## What is expected
Every line of the records that holds the word "strokeText" should be copied.

## Dataset excerpts
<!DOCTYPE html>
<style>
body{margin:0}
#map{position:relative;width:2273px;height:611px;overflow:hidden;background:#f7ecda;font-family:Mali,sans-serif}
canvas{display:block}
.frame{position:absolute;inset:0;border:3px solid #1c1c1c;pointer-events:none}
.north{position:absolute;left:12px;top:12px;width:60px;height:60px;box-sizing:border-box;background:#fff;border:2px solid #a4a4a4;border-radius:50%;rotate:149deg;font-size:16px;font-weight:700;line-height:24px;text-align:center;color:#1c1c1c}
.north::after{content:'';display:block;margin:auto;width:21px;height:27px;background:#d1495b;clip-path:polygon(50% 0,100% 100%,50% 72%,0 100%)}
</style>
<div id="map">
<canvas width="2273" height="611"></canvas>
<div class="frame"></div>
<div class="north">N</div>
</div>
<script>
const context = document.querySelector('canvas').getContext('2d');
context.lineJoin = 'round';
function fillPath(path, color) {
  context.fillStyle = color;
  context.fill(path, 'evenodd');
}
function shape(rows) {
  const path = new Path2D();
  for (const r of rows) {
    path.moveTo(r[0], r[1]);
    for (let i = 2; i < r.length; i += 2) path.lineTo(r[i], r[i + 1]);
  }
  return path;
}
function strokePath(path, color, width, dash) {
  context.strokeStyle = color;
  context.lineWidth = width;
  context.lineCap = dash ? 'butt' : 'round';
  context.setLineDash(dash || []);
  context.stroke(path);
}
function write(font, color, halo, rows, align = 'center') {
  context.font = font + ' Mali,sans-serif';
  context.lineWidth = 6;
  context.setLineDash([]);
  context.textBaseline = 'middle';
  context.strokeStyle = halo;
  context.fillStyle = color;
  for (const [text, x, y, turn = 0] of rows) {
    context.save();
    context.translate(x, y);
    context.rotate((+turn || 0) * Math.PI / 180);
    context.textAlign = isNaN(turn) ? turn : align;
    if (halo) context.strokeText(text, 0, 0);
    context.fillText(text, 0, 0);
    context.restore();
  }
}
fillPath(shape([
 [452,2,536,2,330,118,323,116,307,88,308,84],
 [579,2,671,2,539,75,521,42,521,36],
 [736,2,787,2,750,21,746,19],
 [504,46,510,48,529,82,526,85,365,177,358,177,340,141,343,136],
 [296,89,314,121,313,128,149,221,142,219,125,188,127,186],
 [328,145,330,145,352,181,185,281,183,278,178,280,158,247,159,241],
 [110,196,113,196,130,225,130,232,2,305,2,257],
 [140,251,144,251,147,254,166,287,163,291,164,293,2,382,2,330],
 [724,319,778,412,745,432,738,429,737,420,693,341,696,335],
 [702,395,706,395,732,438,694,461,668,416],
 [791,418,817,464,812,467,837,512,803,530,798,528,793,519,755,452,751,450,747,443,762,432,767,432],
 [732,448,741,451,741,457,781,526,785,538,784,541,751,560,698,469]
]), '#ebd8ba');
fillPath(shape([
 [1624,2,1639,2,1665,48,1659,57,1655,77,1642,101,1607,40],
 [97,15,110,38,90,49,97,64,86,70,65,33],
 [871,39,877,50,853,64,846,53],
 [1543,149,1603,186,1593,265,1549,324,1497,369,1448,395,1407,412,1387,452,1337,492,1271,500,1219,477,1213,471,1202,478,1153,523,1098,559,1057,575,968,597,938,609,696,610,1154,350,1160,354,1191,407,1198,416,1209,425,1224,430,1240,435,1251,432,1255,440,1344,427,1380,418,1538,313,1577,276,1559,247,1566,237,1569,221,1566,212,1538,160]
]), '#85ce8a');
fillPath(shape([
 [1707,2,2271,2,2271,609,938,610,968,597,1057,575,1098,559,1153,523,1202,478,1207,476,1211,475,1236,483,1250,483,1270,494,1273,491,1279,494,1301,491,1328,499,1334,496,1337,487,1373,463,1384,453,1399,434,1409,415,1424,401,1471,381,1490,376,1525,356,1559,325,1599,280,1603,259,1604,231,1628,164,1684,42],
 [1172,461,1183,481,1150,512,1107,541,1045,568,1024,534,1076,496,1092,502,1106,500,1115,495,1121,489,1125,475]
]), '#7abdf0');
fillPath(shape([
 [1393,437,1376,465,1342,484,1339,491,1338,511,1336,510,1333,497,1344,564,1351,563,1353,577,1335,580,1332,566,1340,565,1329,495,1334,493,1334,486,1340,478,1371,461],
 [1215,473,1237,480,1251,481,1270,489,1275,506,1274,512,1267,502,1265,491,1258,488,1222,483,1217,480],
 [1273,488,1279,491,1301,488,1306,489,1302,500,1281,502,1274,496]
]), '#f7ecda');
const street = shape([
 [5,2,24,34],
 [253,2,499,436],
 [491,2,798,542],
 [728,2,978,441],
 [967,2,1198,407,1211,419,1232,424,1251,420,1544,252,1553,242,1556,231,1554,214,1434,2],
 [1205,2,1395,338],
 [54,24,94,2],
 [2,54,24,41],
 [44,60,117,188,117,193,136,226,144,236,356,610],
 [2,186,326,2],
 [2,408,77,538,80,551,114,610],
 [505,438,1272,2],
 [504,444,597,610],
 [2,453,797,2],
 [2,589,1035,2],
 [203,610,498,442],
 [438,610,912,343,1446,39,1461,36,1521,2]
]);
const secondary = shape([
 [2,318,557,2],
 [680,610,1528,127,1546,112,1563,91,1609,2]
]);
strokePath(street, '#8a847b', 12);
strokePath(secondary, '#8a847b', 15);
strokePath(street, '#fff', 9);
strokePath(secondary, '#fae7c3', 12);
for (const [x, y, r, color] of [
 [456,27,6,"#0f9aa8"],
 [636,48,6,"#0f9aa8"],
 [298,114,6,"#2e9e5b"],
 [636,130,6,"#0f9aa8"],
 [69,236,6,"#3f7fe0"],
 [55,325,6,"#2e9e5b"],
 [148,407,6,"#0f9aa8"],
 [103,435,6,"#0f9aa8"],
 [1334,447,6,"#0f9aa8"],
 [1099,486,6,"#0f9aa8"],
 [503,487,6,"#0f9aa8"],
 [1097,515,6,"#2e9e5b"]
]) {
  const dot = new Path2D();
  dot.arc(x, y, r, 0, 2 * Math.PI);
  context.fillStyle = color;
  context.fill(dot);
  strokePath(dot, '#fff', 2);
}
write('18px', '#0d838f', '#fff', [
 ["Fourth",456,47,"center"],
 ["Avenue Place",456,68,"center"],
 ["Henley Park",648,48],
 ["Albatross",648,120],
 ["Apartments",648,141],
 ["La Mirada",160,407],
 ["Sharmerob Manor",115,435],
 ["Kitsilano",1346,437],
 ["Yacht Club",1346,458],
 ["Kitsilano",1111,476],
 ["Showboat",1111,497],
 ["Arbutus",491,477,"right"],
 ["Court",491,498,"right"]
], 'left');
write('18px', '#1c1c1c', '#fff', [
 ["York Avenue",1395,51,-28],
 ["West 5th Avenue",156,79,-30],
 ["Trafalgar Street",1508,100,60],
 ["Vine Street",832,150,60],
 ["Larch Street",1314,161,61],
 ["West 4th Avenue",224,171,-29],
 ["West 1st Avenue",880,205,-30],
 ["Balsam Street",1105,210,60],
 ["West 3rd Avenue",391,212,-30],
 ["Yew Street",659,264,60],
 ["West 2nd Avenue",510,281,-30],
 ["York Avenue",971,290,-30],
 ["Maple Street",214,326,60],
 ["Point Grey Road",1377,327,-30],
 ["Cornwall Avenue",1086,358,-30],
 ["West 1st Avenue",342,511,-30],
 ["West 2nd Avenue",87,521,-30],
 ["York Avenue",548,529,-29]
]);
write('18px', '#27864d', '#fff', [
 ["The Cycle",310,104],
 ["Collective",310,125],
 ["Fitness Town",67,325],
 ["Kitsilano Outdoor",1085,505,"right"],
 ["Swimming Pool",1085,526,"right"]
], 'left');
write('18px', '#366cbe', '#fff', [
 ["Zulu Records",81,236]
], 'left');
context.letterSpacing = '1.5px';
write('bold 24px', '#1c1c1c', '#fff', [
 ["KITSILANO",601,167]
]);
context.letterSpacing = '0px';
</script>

...

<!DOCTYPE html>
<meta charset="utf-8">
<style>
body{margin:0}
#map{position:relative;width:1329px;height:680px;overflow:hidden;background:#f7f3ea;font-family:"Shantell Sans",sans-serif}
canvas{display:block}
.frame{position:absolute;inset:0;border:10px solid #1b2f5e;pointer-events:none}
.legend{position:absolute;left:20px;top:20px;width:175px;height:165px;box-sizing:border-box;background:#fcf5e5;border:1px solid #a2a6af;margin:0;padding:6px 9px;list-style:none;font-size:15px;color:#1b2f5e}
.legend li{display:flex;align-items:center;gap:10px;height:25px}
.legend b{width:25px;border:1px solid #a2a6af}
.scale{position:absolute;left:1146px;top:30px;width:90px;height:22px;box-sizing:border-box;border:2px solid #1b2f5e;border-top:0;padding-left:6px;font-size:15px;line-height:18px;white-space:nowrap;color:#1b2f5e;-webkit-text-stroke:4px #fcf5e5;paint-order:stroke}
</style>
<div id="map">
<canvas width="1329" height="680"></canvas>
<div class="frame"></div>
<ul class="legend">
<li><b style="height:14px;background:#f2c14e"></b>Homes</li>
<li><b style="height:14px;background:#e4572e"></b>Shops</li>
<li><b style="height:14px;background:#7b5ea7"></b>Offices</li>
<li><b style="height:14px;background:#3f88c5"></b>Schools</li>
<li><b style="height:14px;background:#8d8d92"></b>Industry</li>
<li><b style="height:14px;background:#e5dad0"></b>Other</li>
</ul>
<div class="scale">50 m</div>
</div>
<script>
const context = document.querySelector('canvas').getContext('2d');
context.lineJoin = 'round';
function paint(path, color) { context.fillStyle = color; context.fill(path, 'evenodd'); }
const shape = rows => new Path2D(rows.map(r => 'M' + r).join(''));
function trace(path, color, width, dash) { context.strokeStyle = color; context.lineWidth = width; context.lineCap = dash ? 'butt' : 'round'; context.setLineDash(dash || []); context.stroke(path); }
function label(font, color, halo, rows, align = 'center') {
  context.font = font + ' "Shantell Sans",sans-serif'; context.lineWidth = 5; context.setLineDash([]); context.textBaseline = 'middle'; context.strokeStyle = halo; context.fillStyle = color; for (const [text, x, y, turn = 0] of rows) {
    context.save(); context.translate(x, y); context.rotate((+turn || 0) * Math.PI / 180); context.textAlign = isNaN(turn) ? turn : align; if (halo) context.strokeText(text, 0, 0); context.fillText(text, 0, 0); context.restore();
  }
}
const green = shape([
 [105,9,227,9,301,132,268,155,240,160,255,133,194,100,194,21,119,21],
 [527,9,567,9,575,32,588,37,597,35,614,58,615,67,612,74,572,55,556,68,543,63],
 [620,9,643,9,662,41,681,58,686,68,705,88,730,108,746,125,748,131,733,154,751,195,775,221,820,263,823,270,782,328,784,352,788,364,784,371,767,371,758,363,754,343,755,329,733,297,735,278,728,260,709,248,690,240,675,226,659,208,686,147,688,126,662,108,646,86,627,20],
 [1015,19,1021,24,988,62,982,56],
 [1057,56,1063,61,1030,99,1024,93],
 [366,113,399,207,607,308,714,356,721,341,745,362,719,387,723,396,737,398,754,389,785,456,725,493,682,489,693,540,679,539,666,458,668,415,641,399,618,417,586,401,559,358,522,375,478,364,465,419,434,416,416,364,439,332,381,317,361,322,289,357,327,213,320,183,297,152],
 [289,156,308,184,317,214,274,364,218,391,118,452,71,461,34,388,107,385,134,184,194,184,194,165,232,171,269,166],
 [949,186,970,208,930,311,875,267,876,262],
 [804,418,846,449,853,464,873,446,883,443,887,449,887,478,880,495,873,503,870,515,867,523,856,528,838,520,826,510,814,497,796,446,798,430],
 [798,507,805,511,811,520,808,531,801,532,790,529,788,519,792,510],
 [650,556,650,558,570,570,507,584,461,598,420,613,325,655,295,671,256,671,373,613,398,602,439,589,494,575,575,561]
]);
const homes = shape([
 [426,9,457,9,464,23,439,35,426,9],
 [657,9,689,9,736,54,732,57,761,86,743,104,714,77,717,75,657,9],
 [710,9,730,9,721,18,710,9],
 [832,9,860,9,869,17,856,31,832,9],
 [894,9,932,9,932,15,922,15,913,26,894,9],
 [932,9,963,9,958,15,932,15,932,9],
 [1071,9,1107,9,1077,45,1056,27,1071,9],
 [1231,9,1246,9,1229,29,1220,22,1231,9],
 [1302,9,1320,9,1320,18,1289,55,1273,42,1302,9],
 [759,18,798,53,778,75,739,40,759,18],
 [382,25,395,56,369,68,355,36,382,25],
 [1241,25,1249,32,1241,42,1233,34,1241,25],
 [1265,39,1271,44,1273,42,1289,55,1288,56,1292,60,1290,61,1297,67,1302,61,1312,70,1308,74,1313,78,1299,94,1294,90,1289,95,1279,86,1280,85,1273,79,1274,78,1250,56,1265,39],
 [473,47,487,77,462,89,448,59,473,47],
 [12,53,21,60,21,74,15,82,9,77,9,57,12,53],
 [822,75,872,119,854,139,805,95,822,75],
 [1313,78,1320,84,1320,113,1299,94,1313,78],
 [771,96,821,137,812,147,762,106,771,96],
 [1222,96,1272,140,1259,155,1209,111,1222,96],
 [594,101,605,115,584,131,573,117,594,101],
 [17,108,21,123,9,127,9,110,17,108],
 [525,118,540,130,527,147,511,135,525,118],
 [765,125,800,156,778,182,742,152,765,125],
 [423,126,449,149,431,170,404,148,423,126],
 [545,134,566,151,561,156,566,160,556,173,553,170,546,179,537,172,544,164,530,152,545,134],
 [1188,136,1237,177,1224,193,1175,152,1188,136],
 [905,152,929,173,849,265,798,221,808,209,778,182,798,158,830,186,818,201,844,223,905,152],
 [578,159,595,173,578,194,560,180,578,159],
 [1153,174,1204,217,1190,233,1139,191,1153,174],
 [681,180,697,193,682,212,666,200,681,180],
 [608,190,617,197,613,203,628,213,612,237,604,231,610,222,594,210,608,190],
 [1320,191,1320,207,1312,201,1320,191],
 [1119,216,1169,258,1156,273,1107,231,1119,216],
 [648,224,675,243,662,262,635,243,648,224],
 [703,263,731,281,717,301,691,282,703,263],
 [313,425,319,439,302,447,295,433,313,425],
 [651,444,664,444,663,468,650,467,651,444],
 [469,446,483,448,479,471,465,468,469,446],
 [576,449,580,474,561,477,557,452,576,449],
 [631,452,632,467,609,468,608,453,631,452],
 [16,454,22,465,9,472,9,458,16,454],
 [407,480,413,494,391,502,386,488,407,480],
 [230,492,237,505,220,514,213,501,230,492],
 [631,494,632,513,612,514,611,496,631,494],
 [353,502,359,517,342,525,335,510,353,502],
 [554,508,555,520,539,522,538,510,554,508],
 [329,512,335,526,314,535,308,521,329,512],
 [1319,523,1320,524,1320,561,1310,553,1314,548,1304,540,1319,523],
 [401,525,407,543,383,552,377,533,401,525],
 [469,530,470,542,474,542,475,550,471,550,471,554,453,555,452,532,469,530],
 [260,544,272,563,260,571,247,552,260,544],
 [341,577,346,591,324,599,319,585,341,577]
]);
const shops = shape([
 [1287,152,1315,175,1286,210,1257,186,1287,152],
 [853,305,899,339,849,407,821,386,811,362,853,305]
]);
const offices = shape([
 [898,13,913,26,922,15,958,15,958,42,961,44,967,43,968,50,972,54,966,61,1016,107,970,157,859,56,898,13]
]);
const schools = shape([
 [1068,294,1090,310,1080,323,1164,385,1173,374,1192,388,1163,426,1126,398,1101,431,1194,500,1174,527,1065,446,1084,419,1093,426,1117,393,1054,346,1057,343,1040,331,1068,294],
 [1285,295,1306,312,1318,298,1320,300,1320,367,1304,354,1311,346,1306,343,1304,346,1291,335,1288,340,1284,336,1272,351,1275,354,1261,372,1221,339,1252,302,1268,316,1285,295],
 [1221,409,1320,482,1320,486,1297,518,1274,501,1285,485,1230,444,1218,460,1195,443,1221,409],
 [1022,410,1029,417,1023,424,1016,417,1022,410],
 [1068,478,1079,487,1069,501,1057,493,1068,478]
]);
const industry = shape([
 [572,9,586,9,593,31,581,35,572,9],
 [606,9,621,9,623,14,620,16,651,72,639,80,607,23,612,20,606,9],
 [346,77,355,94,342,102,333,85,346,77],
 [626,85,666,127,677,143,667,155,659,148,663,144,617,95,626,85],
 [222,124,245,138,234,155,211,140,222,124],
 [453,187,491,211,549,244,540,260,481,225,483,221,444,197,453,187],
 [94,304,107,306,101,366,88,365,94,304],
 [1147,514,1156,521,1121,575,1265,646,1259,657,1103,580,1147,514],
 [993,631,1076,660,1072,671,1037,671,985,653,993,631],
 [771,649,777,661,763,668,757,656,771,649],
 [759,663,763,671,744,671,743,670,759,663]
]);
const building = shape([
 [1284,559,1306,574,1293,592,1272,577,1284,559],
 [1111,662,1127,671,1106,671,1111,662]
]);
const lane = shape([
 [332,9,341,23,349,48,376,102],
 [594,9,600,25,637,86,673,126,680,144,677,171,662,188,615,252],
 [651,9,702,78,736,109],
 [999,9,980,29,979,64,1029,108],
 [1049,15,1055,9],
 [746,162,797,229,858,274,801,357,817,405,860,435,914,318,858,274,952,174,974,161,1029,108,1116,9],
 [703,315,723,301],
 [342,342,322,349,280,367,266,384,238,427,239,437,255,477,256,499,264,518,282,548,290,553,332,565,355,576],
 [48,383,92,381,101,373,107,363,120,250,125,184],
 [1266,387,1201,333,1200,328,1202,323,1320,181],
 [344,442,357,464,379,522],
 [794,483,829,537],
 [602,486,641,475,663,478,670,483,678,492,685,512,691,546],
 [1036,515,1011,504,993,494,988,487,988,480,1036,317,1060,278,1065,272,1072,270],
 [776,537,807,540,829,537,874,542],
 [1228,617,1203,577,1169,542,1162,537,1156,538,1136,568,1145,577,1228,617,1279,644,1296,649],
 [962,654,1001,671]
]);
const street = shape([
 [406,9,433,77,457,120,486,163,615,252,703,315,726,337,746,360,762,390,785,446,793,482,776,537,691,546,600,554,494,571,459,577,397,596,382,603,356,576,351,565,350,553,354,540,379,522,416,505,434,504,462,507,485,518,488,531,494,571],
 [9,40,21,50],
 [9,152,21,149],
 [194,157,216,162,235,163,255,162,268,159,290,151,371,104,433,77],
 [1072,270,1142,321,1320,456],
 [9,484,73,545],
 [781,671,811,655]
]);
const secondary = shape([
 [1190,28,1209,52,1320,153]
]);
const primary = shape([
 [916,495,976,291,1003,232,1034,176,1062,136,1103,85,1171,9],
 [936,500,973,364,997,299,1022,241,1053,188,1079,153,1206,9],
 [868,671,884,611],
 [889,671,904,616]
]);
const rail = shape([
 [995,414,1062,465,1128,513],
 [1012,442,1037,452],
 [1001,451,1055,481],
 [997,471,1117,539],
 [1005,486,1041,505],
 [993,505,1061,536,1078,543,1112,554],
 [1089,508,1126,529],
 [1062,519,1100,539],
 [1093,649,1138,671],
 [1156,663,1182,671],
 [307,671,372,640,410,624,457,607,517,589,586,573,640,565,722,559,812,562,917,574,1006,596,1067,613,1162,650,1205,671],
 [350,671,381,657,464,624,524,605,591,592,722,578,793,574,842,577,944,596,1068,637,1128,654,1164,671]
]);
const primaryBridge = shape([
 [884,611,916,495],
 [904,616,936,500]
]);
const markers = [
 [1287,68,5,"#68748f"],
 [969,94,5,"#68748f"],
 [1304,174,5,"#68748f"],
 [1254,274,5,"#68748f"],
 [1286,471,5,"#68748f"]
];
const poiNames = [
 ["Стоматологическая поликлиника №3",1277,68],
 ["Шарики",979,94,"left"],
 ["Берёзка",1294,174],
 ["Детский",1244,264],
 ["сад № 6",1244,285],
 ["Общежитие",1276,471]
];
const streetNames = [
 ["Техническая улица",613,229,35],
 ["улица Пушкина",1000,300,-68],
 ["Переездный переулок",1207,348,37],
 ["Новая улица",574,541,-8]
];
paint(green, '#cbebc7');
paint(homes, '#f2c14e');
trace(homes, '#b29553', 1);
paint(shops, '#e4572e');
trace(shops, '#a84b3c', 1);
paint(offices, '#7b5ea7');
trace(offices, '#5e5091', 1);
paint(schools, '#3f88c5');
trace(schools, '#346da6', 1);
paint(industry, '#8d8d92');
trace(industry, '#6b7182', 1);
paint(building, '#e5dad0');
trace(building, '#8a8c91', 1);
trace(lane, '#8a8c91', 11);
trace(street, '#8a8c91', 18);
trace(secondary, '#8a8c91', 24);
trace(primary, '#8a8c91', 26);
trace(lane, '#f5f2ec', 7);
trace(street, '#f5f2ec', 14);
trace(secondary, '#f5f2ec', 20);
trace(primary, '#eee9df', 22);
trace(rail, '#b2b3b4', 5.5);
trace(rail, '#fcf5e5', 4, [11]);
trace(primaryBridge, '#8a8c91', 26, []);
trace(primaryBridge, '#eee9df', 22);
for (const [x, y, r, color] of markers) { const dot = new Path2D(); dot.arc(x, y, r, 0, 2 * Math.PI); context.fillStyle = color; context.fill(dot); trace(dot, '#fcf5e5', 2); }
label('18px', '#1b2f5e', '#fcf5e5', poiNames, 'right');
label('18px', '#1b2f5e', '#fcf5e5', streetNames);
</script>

## Problem solution
    if (halo) context.strokeText(text, 0, 0);
    context.save(); context.translate(x, y); context.rotate((+turn || 0) * Math.PI / 180); context.textAlign = isNaN(turn) ? turn : align; if (halo) context.strokeText(text, 0, 0); context.fillText(text, 0, 0); context.restore();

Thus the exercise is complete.